(Stored data)
________________________
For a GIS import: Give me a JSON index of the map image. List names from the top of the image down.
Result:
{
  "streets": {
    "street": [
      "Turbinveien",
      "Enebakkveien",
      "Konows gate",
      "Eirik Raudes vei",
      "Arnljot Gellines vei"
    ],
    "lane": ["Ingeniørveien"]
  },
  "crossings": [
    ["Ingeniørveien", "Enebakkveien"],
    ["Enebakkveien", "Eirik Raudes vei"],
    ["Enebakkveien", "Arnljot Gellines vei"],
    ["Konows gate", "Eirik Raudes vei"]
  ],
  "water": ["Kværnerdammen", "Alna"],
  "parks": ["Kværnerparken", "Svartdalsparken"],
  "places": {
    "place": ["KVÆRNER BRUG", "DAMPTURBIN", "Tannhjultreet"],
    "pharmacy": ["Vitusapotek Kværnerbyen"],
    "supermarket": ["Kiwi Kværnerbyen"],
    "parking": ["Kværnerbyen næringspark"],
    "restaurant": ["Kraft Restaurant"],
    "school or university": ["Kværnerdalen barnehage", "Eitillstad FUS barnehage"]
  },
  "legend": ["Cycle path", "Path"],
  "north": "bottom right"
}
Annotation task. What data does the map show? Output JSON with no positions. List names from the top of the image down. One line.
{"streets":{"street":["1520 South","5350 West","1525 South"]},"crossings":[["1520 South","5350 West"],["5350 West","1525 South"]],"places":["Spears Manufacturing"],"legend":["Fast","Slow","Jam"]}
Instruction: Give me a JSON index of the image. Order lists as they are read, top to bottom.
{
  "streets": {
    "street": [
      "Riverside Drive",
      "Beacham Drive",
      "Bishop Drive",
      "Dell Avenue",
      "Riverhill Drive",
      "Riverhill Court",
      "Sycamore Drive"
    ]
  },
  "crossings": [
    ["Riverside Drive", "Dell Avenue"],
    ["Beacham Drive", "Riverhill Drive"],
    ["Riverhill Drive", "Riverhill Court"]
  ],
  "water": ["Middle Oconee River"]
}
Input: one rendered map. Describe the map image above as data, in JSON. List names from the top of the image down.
________________________
> _Instructions for the task_
Exact copy required. Retype all of the entries word for word.

> _Completed task_
For a GIS import: Give me a JSON index of the map image. List names from the top of the image down.
Result:
{
  "streets": {
    "street": [
      "Turbinveien",
      "Enebakkveien",
      "Konows gate",
      "Eirik Raudes vei",
      "Arnljot Gellines vei"
    ],
    "lane": ["Ingeniørveien"]
  },
  "crossings": [
    ["Ingeniørveien", "Enebakkveien"],
    ["Enebakkveien", "Eirik Raudes vei"],
    ["Enebakkveien", "Arnljot Gellines vei"],
    ["Konows gate", "Eirik Raudes vei"]
  ],
  "water": ["Kværnerdammen", "Alna"],
  "parks": ["Kværnerparken", "Svartdalsparken"],
  "places": {
    "place": ["KVÆRNER BRUG", "DAMPTURBIN", "Tannhjultreet"],
    "pharmacy": ["Vitusapotek Kværnerbyen"],
    "supermarket": ["Kiwi Kværnerbyen"],
    "parking": ["Kværnerbyen næringspark"],
    "restaurant": ["Kraft Restaurant"],
    "school or university": ["Kværnerdalen barnehage", "Eitillstad FUS barnehage"]
  },
  "legend": ["Cycle path", "Path"],
  "north": "bottom right"
}
Annotation task. What data does the map show? Output JSON with no positions. List names from the top of the image down. One line.
{"streets":{"street":["1520 South","5350 West","1525 South"]},"crossings":[["1520 South","5350 West"],["5350 West","1525 South"]],"places":["Spears Manufacturing"],"legend":["Fast","Slow","Jam"]}
Instruction: Give me a JSON index of the image. Order lists as they are read, top to bottom.
{
  "streets": {
    "street": [
      "Riverside Drive",
      "Beacham Drive",
      "Bishop Drive",
      "Dell Avenue",
      "Riverhill Drive",
      "Riverhill Court",
      "Sycamore Drive"
    ]
  },
  "crossings": [
    ["Riverside Drive", "Dell Avenue"],
    ["Beacham Drive", "Riverhill Drive"],
    ["Riverhill Drive", "Riverhill Court"]
  ],
  "water": ["Middle Oconee River"]
}
Input: one rendered map. Describe the map image above as data, in JSON. List names from the top of the image down.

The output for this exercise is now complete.